La chiusura della stalla dopo la fuga dei buoi è un vecchio modo di dire che è troppo tardi per rimediare a un danno: in altre parole, con una mancata prevenzione – e previsione – il male diventa incurabile.

È quanto sta accadendo a Monfalcone dopo una massiccia infiltrazione islamica sotto la copertura del diritto migratorio. Del comprovato business dell’accoglienza ci sono inchieste e documenti, così come sono altrettanto evidenti i passaggi quasi scientifici di occupazione del territorio e di quella sostituzione etnica che come termine fa tanto rabbrividire le anime belle della ospitalità amorevole.

Di un certo progetto abbiamo parlato a lungo e approfonditamente in sedi pubbliche in gruppi circoscritti e specializzati, quindi riprendere l’argomento daccapo è impossibile in questo contesto. Rimane comunque interessante e illuminante riassumere alcuni passaggi essenziali che hanno visto a Monfalcone una precisa sperimentazione.

Un progetto datato 1982 dal titolo Padroneggiare l’arte del possibile era stato sequestrato durante una perquisizione nella villa del miliardario egiziano Youssef Moustafa Nada, affiliato ai Fratelli Musulmani.
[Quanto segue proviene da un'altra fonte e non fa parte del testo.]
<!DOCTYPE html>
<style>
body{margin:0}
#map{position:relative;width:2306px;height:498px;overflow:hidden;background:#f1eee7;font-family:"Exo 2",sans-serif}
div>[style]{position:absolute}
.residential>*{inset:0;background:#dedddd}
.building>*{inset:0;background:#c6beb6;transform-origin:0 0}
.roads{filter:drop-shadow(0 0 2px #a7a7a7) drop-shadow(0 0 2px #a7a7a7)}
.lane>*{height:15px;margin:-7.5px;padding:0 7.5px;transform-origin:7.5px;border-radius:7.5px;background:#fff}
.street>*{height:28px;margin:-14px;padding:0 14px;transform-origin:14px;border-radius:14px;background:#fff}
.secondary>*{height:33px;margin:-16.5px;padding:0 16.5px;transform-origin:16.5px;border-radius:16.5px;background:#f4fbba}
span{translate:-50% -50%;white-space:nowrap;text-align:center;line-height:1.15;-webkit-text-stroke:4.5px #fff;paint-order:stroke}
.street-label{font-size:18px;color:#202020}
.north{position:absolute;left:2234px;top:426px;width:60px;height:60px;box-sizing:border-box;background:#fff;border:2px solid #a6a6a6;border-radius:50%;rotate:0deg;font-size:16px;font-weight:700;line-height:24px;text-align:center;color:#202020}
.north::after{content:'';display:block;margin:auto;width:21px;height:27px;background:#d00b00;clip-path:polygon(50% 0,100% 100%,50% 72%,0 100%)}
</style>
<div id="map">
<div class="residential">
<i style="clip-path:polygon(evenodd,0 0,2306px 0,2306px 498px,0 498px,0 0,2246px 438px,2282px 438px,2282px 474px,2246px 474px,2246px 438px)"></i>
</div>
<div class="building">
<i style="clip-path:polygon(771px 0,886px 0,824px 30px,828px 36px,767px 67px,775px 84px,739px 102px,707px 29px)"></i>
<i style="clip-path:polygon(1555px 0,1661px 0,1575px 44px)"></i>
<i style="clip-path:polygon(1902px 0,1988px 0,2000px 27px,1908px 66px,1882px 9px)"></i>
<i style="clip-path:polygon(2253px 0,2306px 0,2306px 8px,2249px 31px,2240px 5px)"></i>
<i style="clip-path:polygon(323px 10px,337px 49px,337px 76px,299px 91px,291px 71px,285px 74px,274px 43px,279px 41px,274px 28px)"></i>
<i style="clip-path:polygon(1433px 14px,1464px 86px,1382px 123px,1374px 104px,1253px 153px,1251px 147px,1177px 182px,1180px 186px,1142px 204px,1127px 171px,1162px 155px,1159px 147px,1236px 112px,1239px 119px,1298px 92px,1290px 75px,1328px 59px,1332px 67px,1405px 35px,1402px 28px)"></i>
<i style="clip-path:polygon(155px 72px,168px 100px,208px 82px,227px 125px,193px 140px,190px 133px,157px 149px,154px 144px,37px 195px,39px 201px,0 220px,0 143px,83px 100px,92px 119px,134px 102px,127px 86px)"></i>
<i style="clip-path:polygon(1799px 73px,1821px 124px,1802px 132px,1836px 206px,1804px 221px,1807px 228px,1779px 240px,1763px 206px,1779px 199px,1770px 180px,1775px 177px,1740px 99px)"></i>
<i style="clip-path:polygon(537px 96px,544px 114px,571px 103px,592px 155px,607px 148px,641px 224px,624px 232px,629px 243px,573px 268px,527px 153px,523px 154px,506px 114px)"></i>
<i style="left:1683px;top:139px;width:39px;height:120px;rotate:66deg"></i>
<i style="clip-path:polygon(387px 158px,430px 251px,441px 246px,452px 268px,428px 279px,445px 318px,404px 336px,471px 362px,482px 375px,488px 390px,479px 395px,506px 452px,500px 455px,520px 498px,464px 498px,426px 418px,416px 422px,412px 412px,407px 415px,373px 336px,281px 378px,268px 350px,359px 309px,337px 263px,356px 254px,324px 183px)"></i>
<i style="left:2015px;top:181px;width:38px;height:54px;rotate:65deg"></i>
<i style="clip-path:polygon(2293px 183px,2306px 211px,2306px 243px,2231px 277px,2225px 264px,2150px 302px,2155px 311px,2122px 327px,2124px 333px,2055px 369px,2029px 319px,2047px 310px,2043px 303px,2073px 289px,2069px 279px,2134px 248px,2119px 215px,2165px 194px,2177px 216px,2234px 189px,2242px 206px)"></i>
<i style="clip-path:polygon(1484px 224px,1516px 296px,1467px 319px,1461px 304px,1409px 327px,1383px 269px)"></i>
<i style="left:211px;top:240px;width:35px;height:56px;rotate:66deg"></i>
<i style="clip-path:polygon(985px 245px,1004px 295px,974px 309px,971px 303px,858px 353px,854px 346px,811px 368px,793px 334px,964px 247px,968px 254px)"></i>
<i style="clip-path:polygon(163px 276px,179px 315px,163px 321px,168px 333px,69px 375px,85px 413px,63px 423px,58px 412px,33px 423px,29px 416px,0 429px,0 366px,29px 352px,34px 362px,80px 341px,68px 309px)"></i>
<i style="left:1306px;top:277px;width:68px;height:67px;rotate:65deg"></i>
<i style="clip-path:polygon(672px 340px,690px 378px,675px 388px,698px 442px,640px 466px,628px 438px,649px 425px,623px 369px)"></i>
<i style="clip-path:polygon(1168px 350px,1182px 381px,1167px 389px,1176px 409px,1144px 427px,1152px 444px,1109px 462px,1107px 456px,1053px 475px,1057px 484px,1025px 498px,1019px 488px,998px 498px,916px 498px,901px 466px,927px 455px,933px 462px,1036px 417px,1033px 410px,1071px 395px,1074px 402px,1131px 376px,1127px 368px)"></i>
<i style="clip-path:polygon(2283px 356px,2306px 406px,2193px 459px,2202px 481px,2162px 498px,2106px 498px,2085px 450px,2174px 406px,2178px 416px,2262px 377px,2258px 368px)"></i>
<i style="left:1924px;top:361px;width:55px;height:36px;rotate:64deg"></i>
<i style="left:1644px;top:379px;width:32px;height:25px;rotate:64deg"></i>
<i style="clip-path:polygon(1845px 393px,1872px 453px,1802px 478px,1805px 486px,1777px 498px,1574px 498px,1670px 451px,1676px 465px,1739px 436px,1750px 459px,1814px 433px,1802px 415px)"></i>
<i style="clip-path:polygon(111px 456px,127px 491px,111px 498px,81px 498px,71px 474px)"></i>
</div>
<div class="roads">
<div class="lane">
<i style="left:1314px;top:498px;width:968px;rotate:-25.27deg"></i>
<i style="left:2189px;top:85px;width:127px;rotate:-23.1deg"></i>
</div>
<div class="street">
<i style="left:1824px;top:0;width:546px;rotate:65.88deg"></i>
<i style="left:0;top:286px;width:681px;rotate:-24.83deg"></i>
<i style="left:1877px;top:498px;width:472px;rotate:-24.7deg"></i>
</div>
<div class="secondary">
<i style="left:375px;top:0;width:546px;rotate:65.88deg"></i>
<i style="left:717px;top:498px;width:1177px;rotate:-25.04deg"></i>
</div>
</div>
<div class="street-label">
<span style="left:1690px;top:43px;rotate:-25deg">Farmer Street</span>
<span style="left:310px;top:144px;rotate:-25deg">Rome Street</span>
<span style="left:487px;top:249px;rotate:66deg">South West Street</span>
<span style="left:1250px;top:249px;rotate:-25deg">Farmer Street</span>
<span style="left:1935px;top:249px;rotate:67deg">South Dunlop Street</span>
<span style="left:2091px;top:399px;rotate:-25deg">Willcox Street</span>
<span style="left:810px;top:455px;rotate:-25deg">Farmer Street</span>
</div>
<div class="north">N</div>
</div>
Tra i dodici punti di infiltrazione/occupazione del territorio, alcuni emergono con inquietante precisione nella situazione della città: entrare democraticamente negli apparati politici, usufruire dei diritti civili previsti, creazione di comunità musulmane, costituire attività commerciali per finanziare la causa, dotarsi ovunque di rappresentanze per orientare mentalità e decisioni, educare e modellare le nuove generazioni alla causa islamica ed altre specifiche tattiche di occupazione. Della tanto sbandierata e rivendicata integrazione, neanche il minimo accenno, per il semplice motivo che neppure la intendono.

“Lungo è il tempo”, ha scritto il grande poeta Hölderlin, “ma si fa evento il vero”. E così, la sinistra monfalconese, quella che in vista delle elezioni è in affanno per raccattare il voto degli incazzati isontini, di fronte alla questione emersa del niqāb delle bambine in una scuola, del loro diritto e della necessità del controllo da parte delle insegnanti, si contorcono in elucubrazioni più untuose e retoriche che propositive.

La questione è a metà strada tra il patetico e riprovevole, perché ciò che sta accadendo in una piccola cittadina come questa è semplicemente ciò che è accaduto, qualche decennio fa, in Francia, in Belgio, in Inghilterra, in Svezia e molti altri paesi europei. Non aver preso in considerazione questi eventi è soltanto il segno di una squallida malafede o di una irreparabile stupidità.

In termini molto più colti e gravidi di significato, il meccanismo che determina eventi di questa portata lo aveva in qualche modo profetizzato nel 1816 Hegel nella Scienza della logica: “Un fenomeno quando aumenta quantitativamente determina una modificazione radicale e qualitativa del paesaggio”. E ciò è accaduto, con il 30% di allogeni, a Monfalcone e ovunque.